Rule 7. Write decimals using figures. As a courtesy to readers, many writers put a zero in front of the decimal point.
The plant grew 0.79 inches last year.
The plant grew only 0.07 inches this year.
Rule 8a. When writing out a number of three or more digits, the word and is not necessary. However, use the word and to express any decimal points that may accompany these numbers.

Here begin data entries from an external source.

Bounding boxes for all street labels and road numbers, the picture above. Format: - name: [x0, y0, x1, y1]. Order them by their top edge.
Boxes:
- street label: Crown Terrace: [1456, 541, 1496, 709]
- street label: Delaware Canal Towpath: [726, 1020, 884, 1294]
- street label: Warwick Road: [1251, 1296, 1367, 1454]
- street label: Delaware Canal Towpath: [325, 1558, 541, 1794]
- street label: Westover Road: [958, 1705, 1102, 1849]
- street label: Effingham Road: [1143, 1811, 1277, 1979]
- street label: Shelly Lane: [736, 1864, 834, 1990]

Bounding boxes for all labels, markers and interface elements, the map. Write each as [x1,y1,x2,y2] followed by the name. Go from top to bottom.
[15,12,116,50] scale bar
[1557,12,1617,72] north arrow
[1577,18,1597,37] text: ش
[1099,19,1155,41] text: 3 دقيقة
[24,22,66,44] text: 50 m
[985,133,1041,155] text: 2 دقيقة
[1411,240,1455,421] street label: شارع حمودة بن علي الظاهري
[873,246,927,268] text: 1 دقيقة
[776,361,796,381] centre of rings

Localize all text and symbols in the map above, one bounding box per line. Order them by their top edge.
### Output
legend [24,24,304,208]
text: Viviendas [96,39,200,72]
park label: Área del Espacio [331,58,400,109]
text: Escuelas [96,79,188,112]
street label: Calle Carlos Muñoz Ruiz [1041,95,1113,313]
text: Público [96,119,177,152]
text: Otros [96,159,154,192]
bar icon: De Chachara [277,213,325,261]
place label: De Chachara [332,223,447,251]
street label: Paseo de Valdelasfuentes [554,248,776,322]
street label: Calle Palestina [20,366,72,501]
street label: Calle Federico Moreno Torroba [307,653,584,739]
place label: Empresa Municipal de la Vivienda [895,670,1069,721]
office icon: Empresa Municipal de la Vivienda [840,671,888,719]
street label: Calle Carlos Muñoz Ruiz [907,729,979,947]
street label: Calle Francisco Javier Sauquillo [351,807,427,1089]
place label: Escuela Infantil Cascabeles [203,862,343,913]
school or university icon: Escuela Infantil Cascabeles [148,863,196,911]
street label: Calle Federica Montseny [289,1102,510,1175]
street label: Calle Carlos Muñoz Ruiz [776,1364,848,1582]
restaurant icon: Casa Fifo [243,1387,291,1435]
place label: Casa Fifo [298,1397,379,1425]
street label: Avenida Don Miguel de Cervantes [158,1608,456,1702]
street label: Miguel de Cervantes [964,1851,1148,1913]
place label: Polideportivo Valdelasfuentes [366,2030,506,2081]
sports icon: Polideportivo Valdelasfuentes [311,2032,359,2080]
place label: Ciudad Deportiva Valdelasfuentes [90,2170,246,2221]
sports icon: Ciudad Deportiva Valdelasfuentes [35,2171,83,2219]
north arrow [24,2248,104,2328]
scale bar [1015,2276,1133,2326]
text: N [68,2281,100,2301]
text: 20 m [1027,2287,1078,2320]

one thousand one hundred fifty-four dollars
one thousand one hundred fifty-four dollars and sixty-one cents
Simpler:eleven hundred fifty-four dollars and sixty-one cents
Rule 8b. When writing out numbers above 999, do not use commas.
Incorrect: one thousand, one hundred fifty-four dollars, and sixty-one cents
Correct: one thousand one hundred fifty-four dollars and sixty-one cents
Rule 9. The following examples are typical when using figures to express dates.
the 30th of June, 1934
June 30, 1934 (no -th necessary)
Rule 10. When spelling out decades, do not capitalize them.
Example:During the eighties and nineties, the U.S. economy grew.
Rule 11. When expressing decades using figures, it is simpler to put an apostrophe before the incomplete numeral and no apostrophe between the number and the s.
Example:During the '80s and '90s, the U.S. economy grew.
Some writers place an apostrophe after the number:
Example:During the 80's and 90's, the U.S. economy grew.
Awkward:During the '80's and '90's, the U.S. economy grew.
Rule 12. You may also express decades in complete numerals. Again, it is cleaner to avoid an apostrophe between the year and the s.
Example:During the 1980s and 1990s, the U.S. economy grew.